# Union County



## cumberland (Oct 28, 2016)

With all these acorns right now, i am going to save my energy and hunt hard in December when you actually have a good chance to take big mountain bucks. People in the mountains burn theirselves out before the good  hunting gets here.


----------



## ripplerider (Oct 31, 2016)

I've made this mistake many times myself. I love to hunt so after anticipating the season all year I cant wait to get in the woods so I hunt a lot early take time off from work then when I should really be spending every spare moment in the woods I start feeling guilty about doing it. I think the rut will come early in the mtns. this year due to the exceptional amount of food available. Does dont come into heat till their bodies tell them theyre capable of carrying a fawn and that should happen a little sooner this year. I look for a lot of buck sign being laid down in a couple of weeks and patrolling for does starting at least by Nov. 20th or so. I'm gonna lay low for a little bit then hit it hard in late November/ early December.

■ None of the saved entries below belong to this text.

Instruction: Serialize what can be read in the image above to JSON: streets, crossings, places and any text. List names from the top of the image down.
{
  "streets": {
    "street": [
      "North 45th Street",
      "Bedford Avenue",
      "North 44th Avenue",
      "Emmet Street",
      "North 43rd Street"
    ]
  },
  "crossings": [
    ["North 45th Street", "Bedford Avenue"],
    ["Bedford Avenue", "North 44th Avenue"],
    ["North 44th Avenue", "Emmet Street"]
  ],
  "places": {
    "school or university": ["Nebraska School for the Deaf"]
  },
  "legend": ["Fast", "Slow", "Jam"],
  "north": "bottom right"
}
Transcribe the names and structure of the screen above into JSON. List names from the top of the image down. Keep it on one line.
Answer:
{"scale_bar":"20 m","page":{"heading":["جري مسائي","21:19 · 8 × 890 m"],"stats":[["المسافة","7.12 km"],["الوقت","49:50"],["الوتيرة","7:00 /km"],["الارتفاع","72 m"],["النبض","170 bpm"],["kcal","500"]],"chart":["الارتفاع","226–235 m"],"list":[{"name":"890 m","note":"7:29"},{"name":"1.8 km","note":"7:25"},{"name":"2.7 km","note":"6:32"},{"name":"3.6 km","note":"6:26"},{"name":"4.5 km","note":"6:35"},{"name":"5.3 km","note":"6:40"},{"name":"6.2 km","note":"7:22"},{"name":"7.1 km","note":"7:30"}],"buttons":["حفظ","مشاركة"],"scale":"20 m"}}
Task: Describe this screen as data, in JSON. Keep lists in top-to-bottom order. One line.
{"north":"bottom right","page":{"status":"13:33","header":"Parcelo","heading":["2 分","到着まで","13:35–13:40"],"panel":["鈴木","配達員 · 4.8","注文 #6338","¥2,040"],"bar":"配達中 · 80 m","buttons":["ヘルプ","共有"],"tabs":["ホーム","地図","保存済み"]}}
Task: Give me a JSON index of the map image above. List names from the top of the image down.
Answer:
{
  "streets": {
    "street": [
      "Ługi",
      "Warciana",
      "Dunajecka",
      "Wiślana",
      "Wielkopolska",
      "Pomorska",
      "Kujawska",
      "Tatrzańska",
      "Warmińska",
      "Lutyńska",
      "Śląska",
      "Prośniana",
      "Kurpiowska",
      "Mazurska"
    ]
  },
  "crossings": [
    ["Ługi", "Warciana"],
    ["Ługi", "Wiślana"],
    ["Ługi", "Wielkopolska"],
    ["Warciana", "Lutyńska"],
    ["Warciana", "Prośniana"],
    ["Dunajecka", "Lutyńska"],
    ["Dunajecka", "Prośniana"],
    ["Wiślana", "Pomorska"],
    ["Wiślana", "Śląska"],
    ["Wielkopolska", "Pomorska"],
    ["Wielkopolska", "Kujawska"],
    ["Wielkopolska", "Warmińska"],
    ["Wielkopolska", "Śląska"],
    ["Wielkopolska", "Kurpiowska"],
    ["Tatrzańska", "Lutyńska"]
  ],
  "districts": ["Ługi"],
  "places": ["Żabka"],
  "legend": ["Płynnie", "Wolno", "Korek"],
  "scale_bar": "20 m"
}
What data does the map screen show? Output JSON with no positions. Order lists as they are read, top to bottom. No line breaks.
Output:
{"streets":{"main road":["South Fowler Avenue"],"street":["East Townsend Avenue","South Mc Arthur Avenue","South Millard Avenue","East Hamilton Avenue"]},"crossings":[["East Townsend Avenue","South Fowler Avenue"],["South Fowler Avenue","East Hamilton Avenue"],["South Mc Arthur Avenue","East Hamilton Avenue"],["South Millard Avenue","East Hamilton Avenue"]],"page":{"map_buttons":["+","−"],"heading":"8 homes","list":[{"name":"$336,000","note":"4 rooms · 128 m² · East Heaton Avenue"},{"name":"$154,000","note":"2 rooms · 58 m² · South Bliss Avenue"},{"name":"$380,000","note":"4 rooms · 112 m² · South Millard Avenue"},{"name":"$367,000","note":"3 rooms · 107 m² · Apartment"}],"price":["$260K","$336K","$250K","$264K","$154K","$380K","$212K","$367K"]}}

Hopefully we'll have a real good rut in the mtns. this year.


----------



## carver (Oct 31, 2016)

I've found a number of scrape lines,rubs, and buck following does on my property in the mountains,seem kinda early compared to years past.Normal rut is in December most years


----------



## josh chatham (Nov 9, 2016)

Usually when there are alot of acorns the rut seems to be more of a trickle rut.  Usually see bucks begin to look earlier than normal.  But I still think the best time to be in the mountains is the week after Thanksgiving through Christmas.  If it doesnt rain soon we will not have any woods to hunt in.  Its all gonna be burned up!


----------